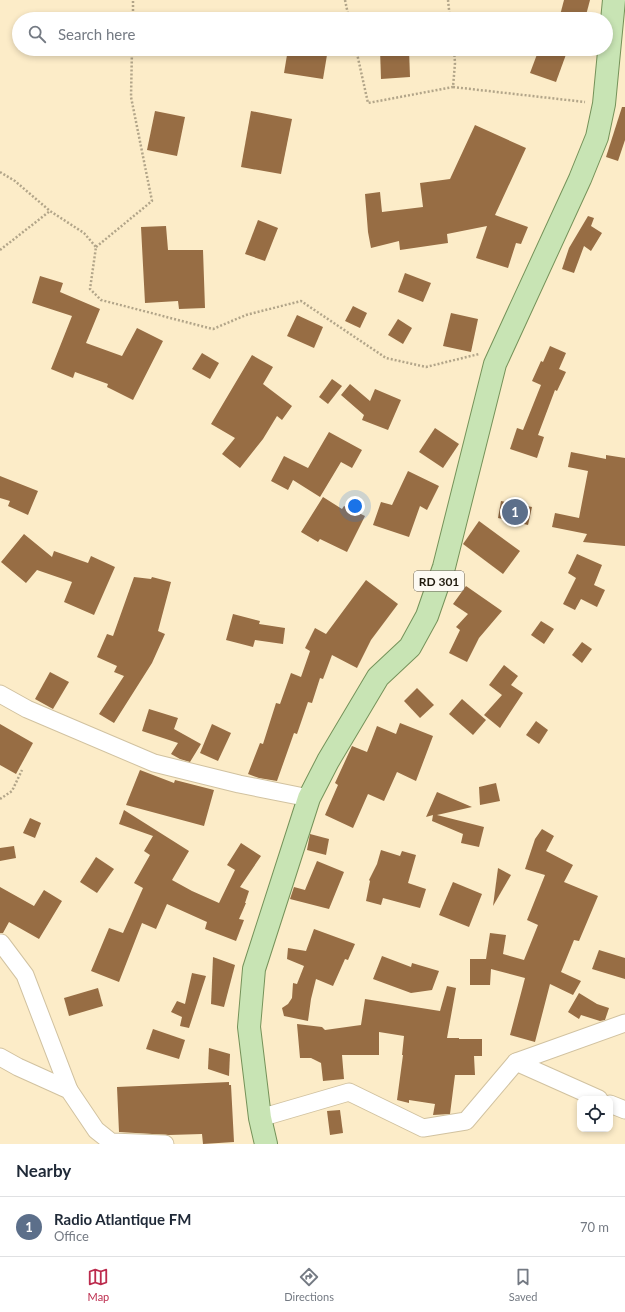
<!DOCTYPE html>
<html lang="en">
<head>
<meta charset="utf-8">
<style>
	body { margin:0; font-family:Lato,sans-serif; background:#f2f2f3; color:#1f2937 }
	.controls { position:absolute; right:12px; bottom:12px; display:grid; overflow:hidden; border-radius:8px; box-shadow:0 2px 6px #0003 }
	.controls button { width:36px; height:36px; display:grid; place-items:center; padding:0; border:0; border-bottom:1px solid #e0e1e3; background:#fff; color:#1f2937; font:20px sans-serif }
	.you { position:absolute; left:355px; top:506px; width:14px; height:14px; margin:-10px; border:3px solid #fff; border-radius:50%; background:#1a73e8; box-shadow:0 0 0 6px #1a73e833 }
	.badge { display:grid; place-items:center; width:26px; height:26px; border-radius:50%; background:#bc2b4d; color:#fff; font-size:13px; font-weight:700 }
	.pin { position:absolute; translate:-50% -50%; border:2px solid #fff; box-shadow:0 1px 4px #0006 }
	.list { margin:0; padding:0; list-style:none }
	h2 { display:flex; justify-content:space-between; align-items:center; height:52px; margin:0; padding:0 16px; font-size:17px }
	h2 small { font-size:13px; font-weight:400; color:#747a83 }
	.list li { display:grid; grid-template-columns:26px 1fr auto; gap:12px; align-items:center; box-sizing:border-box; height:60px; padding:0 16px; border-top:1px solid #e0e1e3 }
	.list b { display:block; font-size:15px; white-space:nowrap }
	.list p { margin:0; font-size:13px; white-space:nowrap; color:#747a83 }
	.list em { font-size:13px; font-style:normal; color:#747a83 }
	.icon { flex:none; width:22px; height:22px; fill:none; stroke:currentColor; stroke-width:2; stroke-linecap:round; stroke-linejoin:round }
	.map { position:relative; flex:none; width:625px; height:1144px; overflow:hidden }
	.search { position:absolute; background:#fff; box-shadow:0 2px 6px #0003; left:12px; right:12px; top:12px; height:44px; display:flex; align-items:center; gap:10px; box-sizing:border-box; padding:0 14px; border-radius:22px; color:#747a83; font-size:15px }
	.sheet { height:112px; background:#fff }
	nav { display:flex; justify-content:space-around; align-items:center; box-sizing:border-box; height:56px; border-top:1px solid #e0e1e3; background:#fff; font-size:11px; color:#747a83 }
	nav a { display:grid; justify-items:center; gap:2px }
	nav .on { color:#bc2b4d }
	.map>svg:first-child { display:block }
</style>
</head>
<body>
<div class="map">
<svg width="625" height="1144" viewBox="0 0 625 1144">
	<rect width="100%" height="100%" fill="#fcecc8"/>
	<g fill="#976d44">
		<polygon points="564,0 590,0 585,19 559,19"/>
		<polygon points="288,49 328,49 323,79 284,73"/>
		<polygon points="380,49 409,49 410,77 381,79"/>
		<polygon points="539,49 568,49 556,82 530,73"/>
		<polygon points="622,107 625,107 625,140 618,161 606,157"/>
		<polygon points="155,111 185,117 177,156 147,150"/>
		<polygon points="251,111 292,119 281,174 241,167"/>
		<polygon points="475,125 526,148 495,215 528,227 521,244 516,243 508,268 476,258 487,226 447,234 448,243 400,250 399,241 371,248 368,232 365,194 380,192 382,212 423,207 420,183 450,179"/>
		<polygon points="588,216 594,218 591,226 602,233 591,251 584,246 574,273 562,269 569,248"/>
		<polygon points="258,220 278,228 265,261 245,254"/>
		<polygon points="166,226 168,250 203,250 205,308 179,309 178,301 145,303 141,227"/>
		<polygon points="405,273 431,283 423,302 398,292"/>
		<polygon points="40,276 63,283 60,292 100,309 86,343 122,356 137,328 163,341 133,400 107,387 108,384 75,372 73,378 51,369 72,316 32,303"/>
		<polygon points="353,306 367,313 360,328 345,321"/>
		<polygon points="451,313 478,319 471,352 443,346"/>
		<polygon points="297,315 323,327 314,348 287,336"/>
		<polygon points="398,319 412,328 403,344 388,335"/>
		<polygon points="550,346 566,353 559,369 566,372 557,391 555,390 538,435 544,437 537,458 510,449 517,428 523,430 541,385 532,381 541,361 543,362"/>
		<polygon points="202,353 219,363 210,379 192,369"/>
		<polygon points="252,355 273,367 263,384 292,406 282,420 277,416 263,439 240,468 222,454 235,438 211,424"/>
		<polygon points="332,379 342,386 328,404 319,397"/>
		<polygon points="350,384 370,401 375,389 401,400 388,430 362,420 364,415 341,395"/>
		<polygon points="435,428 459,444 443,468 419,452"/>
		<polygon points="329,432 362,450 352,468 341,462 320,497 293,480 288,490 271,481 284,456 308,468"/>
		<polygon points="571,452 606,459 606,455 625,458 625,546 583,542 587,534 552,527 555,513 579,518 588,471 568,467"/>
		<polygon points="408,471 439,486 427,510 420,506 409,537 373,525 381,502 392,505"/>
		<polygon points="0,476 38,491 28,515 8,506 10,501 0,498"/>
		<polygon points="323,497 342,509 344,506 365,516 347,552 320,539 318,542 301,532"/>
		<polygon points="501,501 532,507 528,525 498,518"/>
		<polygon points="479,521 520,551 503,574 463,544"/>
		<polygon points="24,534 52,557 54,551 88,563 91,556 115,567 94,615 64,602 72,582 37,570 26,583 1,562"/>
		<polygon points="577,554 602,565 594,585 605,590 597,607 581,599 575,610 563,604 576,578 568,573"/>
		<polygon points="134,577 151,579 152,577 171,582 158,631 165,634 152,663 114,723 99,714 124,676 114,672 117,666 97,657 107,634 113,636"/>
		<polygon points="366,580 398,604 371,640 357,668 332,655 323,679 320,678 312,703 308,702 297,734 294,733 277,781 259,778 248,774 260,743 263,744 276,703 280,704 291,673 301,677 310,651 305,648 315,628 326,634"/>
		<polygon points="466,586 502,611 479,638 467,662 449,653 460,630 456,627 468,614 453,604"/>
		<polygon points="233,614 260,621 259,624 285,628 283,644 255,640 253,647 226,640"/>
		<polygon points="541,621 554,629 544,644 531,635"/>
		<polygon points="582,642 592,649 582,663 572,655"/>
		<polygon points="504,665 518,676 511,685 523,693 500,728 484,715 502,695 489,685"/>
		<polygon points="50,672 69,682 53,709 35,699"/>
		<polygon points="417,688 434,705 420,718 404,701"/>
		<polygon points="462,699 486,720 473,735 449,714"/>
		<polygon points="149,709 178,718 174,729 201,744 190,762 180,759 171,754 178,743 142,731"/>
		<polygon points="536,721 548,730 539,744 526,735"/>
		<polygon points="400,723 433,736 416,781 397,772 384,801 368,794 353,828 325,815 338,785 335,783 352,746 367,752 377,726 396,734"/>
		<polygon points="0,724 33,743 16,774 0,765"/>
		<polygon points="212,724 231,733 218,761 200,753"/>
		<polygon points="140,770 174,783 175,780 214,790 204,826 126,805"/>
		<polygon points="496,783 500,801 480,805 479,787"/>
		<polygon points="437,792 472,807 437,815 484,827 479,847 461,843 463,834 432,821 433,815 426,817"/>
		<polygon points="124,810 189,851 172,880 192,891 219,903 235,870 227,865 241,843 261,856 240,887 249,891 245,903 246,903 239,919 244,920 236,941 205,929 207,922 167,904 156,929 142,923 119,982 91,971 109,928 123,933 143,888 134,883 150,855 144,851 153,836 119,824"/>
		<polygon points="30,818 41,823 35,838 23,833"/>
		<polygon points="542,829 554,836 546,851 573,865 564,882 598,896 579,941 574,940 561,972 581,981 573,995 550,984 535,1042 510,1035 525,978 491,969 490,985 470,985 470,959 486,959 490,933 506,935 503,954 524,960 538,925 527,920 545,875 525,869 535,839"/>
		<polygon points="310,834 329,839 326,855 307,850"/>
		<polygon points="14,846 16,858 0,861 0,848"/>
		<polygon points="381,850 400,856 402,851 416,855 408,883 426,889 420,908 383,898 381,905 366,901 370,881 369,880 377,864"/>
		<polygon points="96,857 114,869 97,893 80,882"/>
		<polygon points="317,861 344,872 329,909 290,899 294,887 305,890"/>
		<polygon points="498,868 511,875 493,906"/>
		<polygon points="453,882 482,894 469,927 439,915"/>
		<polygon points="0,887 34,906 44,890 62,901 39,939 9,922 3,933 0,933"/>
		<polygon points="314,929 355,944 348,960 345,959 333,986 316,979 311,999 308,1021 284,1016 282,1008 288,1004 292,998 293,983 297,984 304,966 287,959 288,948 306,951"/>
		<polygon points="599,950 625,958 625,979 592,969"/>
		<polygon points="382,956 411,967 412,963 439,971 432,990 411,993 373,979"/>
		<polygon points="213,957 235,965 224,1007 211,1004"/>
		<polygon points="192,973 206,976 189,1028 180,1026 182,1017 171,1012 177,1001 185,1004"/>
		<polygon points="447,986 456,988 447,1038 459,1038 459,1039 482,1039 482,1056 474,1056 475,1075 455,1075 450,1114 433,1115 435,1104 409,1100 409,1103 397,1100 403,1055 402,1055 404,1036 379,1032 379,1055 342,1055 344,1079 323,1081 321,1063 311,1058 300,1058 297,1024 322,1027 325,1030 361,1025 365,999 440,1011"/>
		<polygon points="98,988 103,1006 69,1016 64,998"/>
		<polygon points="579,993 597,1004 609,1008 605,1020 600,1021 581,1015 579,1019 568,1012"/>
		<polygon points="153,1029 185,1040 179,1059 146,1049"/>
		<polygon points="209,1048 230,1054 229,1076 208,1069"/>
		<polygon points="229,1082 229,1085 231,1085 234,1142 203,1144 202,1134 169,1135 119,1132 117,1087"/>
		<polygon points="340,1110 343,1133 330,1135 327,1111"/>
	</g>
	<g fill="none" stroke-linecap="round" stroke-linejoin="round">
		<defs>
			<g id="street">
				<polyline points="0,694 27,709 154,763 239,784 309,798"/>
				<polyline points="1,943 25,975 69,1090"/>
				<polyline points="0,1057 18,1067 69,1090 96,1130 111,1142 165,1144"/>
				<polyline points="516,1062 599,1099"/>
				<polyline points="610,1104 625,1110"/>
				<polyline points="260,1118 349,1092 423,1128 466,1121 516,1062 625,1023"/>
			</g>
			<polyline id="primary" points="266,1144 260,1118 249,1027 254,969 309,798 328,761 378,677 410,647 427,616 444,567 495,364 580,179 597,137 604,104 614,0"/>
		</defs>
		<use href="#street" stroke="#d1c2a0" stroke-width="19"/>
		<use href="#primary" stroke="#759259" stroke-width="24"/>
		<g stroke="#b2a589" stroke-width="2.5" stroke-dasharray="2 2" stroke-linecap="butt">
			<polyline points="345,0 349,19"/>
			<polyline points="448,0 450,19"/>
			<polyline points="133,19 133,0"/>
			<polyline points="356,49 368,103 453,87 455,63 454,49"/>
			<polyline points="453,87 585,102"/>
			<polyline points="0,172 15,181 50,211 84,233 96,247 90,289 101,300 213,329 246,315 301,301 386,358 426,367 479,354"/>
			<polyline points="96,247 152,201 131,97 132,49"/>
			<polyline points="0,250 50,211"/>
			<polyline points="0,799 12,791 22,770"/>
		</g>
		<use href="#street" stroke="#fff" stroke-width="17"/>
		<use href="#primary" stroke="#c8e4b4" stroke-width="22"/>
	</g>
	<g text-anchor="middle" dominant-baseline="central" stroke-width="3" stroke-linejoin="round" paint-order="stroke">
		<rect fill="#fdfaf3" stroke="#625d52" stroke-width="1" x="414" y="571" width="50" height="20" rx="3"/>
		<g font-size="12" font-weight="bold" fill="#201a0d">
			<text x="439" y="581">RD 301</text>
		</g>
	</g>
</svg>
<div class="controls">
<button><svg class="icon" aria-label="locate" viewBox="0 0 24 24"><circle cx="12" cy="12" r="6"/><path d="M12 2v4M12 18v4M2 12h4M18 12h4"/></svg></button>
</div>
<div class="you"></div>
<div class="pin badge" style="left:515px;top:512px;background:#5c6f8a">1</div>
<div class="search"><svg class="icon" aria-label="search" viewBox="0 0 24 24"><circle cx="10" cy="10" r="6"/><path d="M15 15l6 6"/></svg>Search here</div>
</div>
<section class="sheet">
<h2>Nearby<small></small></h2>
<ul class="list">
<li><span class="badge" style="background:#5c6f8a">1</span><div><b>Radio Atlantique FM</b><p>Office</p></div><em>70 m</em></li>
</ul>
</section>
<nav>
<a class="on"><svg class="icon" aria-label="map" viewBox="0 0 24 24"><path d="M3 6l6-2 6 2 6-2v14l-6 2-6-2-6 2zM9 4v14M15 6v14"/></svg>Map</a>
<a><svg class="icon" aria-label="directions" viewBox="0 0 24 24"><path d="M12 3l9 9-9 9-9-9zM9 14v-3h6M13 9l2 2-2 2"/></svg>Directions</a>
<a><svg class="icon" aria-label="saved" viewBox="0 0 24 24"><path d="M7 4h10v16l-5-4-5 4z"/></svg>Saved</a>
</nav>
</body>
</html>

__________

# Task goal
When a line of the records includes "nowrap", that line belongs in the answer.

# Task output
	.list b { display:block; font-size:15px; white-space:nowrap }
	.list p { margin:0; font-size:13px; white-space:nowrap; color:#747a83 }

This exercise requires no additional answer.